Of particular importance were the geological and topographical maps that Hochstetter produced in collaboration with the cartographer August Petermann and the Justus Perthes Geographical Institute in Gotha. Selected maps were published in Petermanns Geographische Mitteilungen, the leading journal for exploration geography at the time. Additional maps appeared in both Hochstetter’s travel book and in the official publications of the Novara Expedition.
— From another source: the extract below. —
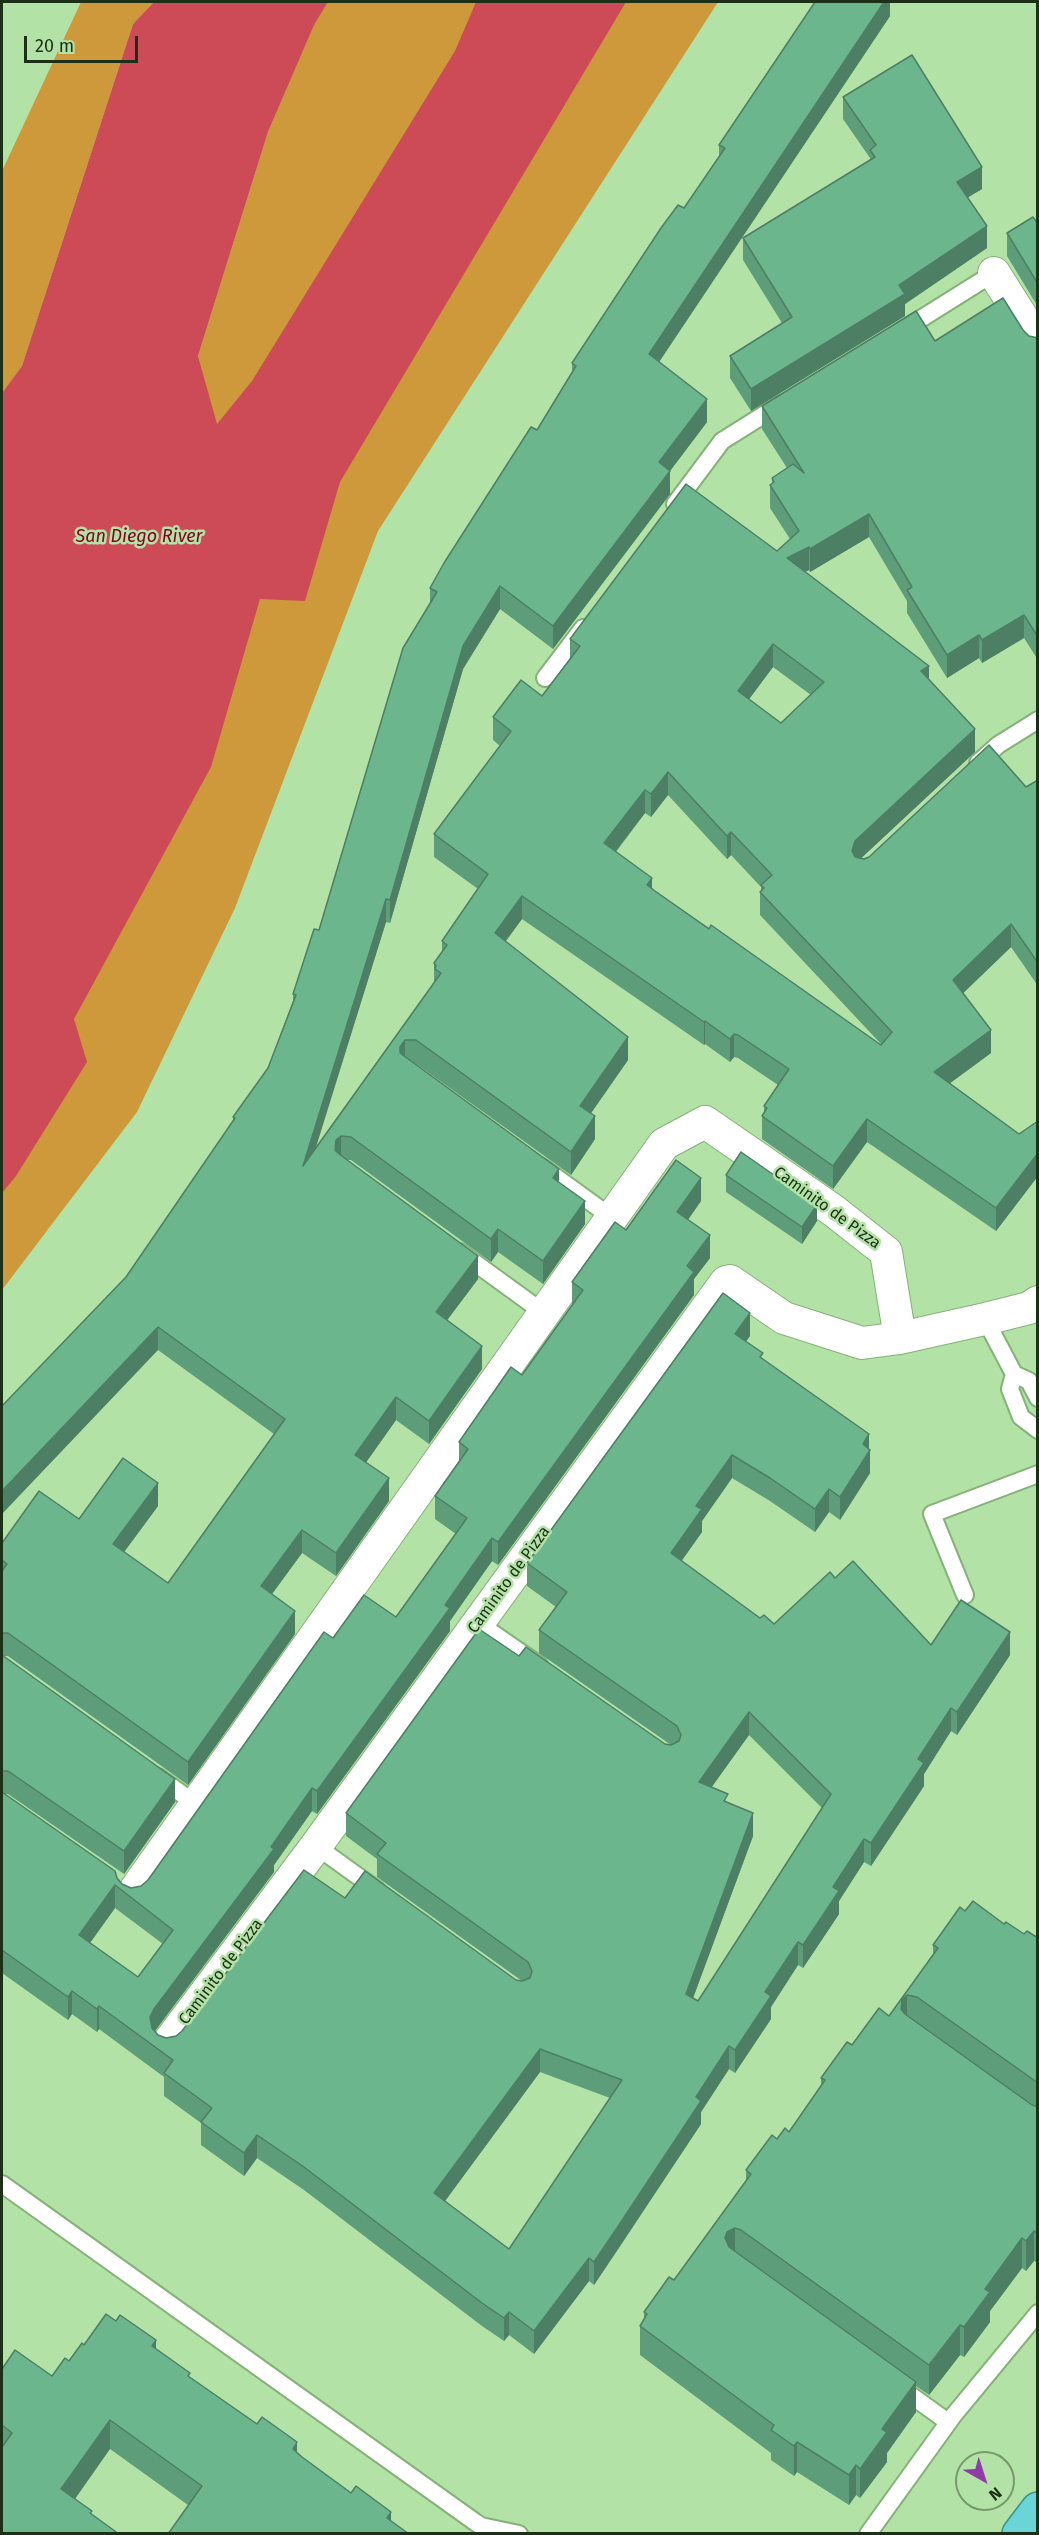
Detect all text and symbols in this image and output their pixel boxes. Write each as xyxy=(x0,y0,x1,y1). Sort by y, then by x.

In 1863, all maps were compiled into a geological-topographical atlas, edited jointly with Petermann. This work is regarded as the first atlas of New Zealand. An English edition of the atlas was printed 1864 in Gotha for a publisher in Auckland.

==Personal life==
He was born at Esslingen, Württemberg, the son of Christian Ferdinand Friedrich Hochstetter (1787–1860) and his second wife, Sophie Orth. Christian Ferdinand was a clergyman and Professor at Bonn, who was also a botanist and mineralogist. In 1861 von Hochstetter married Georgiana Bengough, daughter of John Egbert Bengough, an Englishman who was director of the Vienna city gasworks. They went on to have eight children. A good deal is known of his personal life through his documented correspondence with friend and colleague Julius von Haast He died in Oberdöbling near Vienna, at age 55 from complications of diabetes.

==Legacy==
The Geoscience Society of New Zealand holds an annual lecture named in von Hochstetter's honour.

===Taxonomy===
New Zealand's endemic Hochstetter's frog, Leiopelma hochstetteri, is named after Ferdinand. Several other species bear his name in their scientific names, including the takahē, Porphyrio hochstetteri, and Powelliphanta hochstetteri, a species (with five subspecies) of New Zealand's giant carnivorous land snails.

===Geography===
Hochstetter Peak on Trinity Peninsula in Antarctica is named after Hochstetter, as are New Zealand's Mount Hochstetter (West Coast Region), Lake Hochstetter and the Hochstetter Dome and Hochstetter Icefall close to the Tasman Glacier.

===Geology===
The rock type dunite was named by Ferdinand von Hochstetter in 1859, after Dun Mountain near Nelson, New Zealand.

==Publications==
- Karlsbad, seine geognostischen Verhältnisse und seine Quellen (1858)
- Neu-Seeland (1863); published in English as "New Zealand: its physical geography, geology, and natural history: with special reference to the results of government expeditions in the provinces of Auckland and Nelson by Dr. Ferdinand von Hochstetter; Translated from the German Original published in 1863 by Edward Sauter... with additions up to 1866 by the author etc." (1867)
- Geological and Topographical Atlas of New Zealand (1864)
- The geology of New Zealand: in explanation of the geographical and topographical atlas of New Zealand (1864)
- Über das Erdbeben in Peru am 13. August 1868 und die dadurch veranlassten Fluthwellen im Pacifischen Ocean, namentlich an den Küsten von Chili und von Neu-Seeland (1868).
- Leitfaden der Mineralogie and Geologie (with A Bisching) (1876, ed. 8, 1890).